Early Explorations of Generative AI in XR (2022)

Brief Overview of Prompt-Driven Techniques in Mixed Reality

4 min readJul 24, 2023

There are many emerging GPT-wrappers for 2D SaaS applications but our focus has been distinctively different, as we investigated the possibilities of leveraging this technology to enhance 3D creative capabilities. These explorations center on generative AI and how it can revolutionize game development and interactivity within Unity.

Given the close collaboration between Microsoft and OpenAI, this team took the initiative to do early GPT-3 Unity explorations.

Introduction

Unity is primarily designed for creating real-time interactive experiences, like games and simulations. Integrating external libraries and APIs, like GPT-3, within Unity’s native C# environment requires a different approach compared to integrating with a web app, which can often leverage readily available JavaScript libraries or REST APIs.

Games have dynamic and interactive states that can change rapidly based on player actions and events. GPT-3, being a language model, needs context and understanding of the state to provide meaningful responses. Keeping track of the game’s context and passing it to GPT-3 to generate appropriate responses can be more complex than in a static web app.

We used Roslyn for runtime code compilation in Unity. Roslyn is the open-source .NET compiler platform developed by Microsoft. It provides APIs that allow you to programmatically compile C# code at runtime and execute it within your application. Using Roslyn in Unity allows us to dynamically generate and execute C# code.

Here was a quick working example. Clippy GPT on the Meta Quest 2.

DALL·E x Unity Integration

(click here for the open-source repository)

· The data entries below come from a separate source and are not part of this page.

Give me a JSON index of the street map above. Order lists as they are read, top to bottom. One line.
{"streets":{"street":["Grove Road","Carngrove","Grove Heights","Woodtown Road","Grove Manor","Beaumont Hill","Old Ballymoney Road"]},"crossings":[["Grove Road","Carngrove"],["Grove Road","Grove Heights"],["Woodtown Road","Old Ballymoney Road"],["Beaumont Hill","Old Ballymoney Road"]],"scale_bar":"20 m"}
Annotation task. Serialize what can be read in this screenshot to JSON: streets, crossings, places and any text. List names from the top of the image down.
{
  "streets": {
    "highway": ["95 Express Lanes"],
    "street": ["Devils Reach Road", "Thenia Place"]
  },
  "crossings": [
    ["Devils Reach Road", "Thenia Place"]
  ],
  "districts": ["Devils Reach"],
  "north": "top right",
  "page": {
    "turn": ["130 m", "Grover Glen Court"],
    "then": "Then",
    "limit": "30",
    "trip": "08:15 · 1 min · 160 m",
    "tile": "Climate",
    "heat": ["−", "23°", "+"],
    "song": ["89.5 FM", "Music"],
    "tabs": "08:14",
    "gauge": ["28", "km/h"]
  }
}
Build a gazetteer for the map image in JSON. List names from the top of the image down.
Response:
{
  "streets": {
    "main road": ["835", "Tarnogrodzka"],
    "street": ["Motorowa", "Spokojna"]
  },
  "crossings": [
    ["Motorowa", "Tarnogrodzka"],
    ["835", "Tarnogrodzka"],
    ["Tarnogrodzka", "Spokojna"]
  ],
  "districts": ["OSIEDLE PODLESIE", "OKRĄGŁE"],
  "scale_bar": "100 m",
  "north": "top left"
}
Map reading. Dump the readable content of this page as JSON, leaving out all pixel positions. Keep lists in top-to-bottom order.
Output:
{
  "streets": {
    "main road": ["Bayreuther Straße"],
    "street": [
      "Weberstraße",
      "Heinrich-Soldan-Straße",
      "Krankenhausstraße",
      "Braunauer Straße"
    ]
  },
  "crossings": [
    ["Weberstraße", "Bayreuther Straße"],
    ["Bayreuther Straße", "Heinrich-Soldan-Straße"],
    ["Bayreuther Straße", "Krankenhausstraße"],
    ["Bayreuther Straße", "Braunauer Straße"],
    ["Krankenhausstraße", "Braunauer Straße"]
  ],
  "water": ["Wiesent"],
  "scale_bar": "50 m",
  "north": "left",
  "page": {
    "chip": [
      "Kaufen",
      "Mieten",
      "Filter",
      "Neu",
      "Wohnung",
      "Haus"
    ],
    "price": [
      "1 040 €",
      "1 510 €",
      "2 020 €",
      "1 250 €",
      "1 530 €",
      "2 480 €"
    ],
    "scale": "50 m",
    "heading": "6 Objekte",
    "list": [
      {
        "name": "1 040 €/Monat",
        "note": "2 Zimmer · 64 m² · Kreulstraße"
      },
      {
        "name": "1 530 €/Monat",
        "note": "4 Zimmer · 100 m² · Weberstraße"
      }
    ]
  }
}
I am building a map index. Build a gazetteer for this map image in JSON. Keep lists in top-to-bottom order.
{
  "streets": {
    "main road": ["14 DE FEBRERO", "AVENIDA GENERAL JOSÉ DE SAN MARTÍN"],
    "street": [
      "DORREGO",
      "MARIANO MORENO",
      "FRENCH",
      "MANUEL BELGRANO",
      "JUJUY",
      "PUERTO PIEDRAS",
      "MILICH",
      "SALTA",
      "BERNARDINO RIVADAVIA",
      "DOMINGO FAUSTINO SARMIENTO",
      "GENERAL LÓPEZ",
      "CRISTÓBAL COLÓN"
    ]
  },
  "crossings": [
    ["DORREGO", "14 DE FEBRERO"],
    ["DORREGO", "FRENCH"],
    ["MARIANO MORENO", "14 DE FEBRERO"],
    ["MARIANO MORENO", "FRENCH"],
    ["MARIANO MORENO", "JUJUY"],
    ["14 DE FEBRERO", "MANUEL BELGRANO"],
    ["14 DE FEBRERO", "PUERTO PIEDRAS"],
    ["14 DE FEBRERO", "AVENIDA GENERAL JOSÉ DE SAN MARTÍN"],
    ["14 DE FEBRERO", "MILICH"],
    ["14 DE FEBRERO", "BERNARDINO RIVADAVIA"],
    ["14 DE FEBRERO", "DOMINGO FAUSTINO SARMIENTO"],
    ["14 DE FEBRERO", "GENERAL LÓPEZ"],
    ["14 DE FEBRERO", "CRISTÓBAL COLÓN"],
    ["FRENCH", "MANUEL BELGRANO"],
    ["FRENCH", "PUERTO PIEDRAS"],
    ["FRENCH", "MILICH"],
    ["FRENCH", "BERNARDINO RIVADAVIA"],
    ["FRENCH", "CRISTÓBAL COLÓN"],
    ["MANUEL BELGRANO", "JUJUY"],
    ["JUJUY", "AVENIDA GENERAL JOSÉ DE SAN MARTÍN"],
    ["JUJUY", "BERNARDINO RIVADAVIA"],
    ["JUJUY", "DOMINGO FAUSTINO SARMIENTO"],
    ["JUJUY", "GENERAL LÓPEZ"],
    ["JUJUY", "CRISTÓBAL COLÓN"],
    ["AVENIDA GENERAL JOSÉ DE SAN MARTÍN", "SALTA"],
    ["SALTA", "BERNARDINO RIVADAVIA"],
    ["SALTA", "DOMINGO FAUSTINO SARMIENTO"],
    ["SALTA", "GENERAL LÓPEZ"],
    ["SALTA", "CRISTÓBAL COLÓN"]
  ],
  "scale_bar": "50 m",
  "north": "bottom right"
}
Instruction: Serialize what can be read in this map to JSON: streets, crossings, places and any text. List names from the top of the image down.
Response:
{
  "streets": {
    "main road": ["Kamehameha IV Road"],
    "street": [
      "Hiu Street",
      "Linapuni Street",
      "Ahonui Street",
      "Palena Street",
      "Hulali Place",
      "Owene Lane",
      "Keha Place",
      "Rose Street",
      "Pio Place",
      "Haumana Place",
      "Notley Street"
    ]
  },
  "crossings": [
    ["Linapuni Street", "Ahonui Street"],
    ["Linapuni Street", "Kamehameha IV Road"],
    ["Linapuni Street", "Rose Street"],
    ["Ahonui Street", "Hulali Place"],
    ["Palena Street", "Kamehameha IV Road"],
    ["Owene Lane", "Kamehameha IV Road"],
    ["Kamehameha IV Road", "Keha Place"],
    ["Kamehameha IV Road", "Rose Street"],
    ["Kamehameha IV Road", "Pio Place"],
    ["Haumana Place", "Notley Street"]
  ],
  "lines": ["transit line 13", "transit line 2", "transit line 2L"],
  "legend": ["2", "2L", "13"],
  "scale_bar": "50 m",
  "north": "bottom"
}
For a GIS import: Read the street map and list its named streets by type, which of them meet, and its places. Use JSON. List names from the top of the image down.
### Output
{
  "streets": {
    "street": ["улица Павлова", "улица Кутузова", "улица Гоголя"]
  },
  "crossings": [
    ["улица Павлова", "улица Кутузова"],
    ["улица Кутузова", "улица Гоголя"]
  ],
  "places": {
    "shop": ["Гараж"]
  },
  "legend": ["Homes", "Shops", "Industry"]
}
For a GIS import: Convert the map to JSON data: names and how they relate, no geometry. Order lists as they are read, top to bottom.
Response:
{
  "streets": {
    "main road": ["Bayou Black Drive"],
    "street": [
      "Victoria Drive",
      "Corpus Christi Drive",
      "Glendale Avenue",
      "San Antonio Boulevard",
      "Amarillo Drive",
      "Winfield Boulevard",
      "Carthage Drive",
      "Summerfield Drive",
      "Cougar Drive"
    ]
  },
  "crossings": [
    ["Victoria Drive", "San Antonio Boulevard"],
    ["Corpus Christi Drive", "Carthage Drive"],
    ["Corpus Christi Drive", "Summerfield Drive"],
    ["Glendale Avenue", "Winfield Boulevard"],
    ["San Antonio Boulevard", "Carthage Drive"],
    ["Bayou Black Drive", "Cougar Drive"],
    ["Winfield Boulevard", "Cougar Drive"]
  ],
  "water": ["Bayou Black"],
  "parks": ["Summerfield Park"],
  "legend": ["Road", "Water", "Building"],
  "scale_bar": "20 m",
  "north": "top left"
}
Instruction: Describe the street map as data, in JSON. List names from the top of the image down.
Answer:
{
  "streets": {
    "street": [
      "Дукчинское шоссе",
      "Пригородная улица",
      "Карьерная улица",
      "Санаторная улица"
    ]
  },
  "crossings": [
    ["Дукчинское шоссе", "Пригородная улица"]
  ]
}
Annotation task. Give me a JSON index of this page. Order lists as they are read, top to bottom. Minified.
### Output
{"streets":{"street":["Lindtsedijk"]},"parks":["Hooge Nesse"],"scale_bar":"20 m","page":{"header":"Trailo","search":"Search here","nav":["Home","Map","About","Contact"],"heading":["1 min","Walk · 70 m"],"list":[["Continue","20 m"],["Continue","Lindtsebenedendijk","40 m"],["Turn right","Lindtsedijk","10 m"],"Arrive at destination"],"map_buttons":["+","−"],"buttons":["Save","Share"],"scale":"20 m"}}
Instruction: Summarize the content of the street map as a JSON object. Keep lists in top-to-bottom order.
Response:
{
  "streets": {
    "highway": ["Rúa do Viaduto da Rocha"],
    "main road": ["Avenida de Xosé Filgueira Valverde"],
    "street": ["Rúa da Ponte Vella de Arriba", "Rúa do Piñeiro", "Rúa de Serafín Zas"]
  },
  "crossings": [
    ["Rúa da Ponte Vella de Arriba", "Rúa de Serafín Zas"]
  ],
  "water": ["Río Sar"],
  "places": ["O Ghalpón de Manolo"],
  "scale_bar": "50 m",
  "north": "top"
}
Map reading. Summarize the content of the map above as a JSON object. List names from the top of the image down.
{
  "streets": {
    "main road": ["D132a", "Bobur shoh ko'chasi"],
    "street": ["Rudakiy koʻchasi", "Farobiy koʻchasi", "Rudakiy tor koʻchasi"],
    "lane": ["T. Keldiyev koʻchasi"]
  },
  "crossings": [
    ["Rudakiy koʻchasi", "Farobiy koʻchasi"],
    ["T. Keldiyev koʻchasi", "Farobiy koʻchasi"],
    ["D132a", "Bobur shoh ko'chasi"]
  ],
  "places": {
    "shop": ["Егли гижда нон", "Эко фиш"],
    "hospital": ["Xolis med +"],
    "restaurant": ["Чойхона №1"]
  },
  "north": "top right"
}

November 3, 2022, the DALL·E API was released. To further research, I immediately made an integration into the Unity Editor. As stated on the repository, there are 4 main example scenes. The scenes save the generated images in a folder called img

Text to Image replicates the standard DALL·E interface and generates 4 images

Text to 3D Material generates images as materials within a 3D environment and applies 3 different materials to cubes

Outpainting uses a Unity-specific implementation of "outpainting"

Text-to-Skyboxapplies the result of outpainting to a Skybox

To create a generative skybox using outpainting, I used DALL·E’s outpainting capabilities to expand the boundaries of a given image, effectively generating a panoramic view. First, I provided DALL·E with an initial prompt as input, and let it extend the content beyond its original dimensions. Then, stitched together the subsequent outpainting outputs, creating a continuous panoramic view.

Auto-Scaling

Implementing auto-scaling allows users to interact with GPT-3 by asking for the size of an object, and based on the real-world size information provided, automatically scale the object within the game environment.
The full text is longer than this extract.